# Help ! Firefox sur Powerbook ?



## fleurdelutin (7 Juillet 2010)

Bonjour !
Je suis débutante, et je viens d'acquérir un vieux powerbook G4 qui n'a pas été sur internet depuis 4 ans !
J'ai besoin d'installer firefox dessus mais impossible..."erreur 95" (si je me souviens bien)...et cela sur la vieille version de firefox, car sur la nouvelle ça télécharge le truc mais après il n'y a rien du tout qui s'ouvre...
Bref, ai-je besoin de remettre a jour des trucs, ou quoi ?
Quelqu'un pourrait-il m'aider ?
Merci !!! 
Bonne soirée


----------



## mistik (7 Juillet 2010)

Pense à sauvegarder sur disque dur externe ton disque dur interne par clonage par exemple.

Pense à faire la mise à jour de Mac os X

Pense à faire une réparation de tes autorisations avec l'utilitaire disque ou avec onyx (qui corresponde bine à la version de ton Mac os X ... qui est Tiger ou 10.4 par hasard ?)


----------



## fleurdelutin (8 Juillet 2010)

Merci d'avoir répondu !
Par contre, étant assez novice en la matière, tout ce que tu m'as dit me parait un peu flou, car je ne sais vraiment pas comment l'appliquer !
Comment fait-on tout ça ?
J'aimerais vraiment remettre tout à jour mais je n'ai aucune idée de comment faire !


----------



## Arlequin (8 Juillet 2010)

hello

pomme>mise à jour de logiciels

quelle est la version de l'Os installé ? (pomme>à propos de ce mac)


----------



## fleurdelutin (8 Juillet 2010)

Alors, Mac Os X Version 10.2.8
Par contre, pomme puis mise a jour ça ne semble pas exister !
J'ai été dans préfrences systeme et mise a jour logiciel mais il a beugé et quitté inopinément...
Je ne sais pas trop quoi faire !
Merci de répondre !


----------



## Arlequin (8 Juillet 2010)

ah ouais, 10.2  quand même

c'était pas le top comme Os ça :rose:

écoute, franchement, si tu comptes te servir de cet ordi de manière plus que ponctuelle, je te conseille de trouver un Os un peu plus costaud, genre Tiger (Os 10.4)

cet Os étant également dépassé, il faudra farfouiller sur les sites de ventes d'occaz et te dégoter à vil prix un DVD noir, dit "universel" 

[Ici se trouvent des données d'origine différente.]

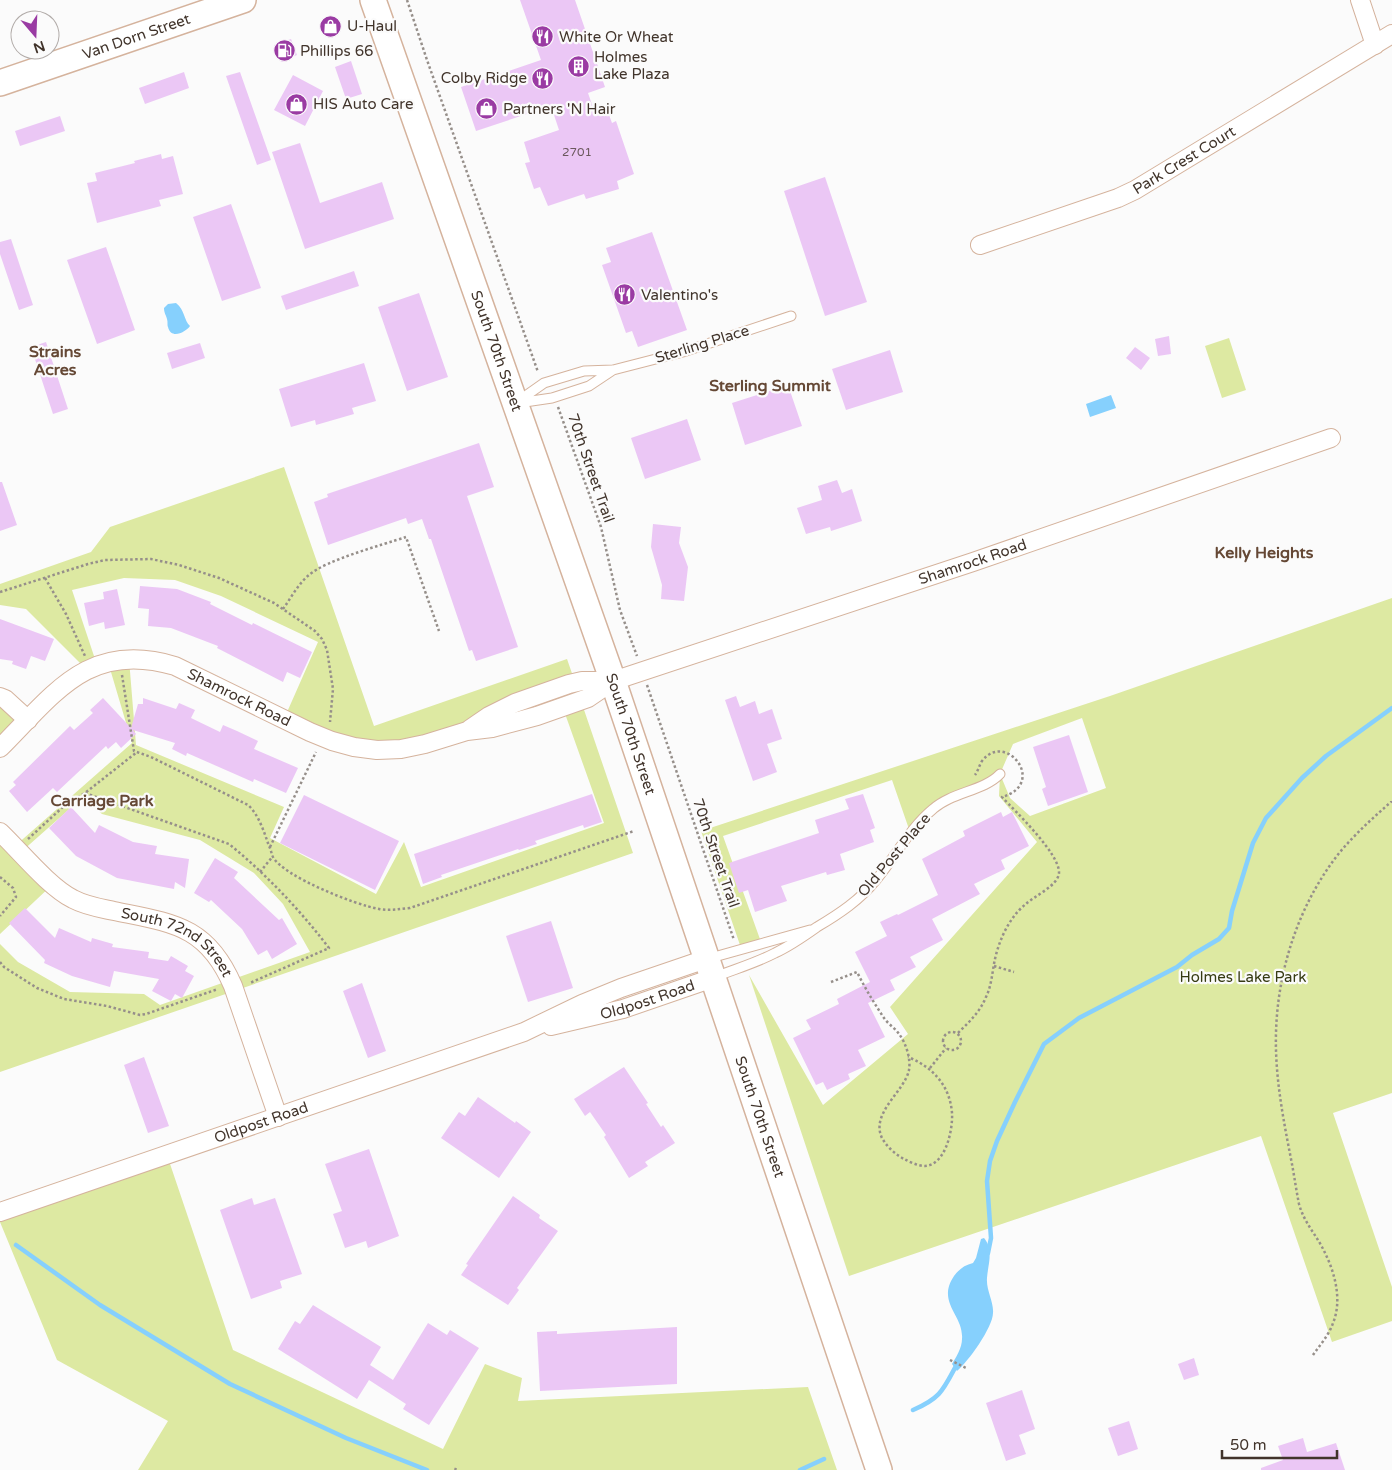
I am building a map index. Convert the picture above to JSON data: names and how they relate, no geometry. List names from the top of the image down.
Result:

il faudra probablement penser aussi à augmenter sa mémoire ram ! combien en a t il ? toujours "pomme>à propos de ce mac"

concernant le dernier firefox, il nécessite Os X.4, donc normal que ça ne marche pas ! essaye avec celui-là (clic)


----------



## fleurdelutin (8 Juillet 2010)

Comment faire pour mettre Tiger dessus ?
Il a 256MB ...


----------



## Arlequin (8 Juillet 2010)

fleurdelutin a dit:


> Comment faire pour mettre Tiger dessus ?



tu as lu ce que j'ai écrit ? 

il faut trouver (acheter) un dvd de Tiger ! 



fleurdelutin a dit:


> Il a 256MB ...



beaucoup trop juste

512Mo minimum, 1Go conseillé

il faudrait un peu plus d'infos concernant ton mac, afin de trouver la ram compatible (exemple)


----------



## mistik (8 Juillet 2010)

Je plussoie Arlequin avec "_son_" *Tiger*  (dernière mise à jour en 10.4.11), il faut que tu montes en Ram (mémoire vive : rajoute donc une barrette au dos de ton PowerBook G4).

Sinon installe un os tout autant dépassé que Tiger mais alors encore plus que ce dernier mais moins que le tiens , avec *Panther* que tu devras ensuite mettre à jour en 10.3.9 (build 7W98).

Sinon dernière alternative en disant adieu au monde de Cupertino, tu rajoutes toujours de la Ram et t'installes un Gnu/Linux telle la distribution Fedora, etc. et en cela direction *ce forum*.


----------



## fleurdelutin (8 Juillet 2010)

Ah oui pardon, donc il faut que je trouve un CD tiger universel...je vais essayer de trouver ça.
Là j'ai installé la version ancienne de firefox et ça a l'air de marcher ! Merci !
Pour la ram...comment savoir laquelle acheter, je sais que l'ordi est un powerbook G4 en alu, mais après... ?
Merci pour tout, je vais essayer de contacter l'ancien proprio de l'ordi, peut-etre qu'il saura me dire quelle ram acheter !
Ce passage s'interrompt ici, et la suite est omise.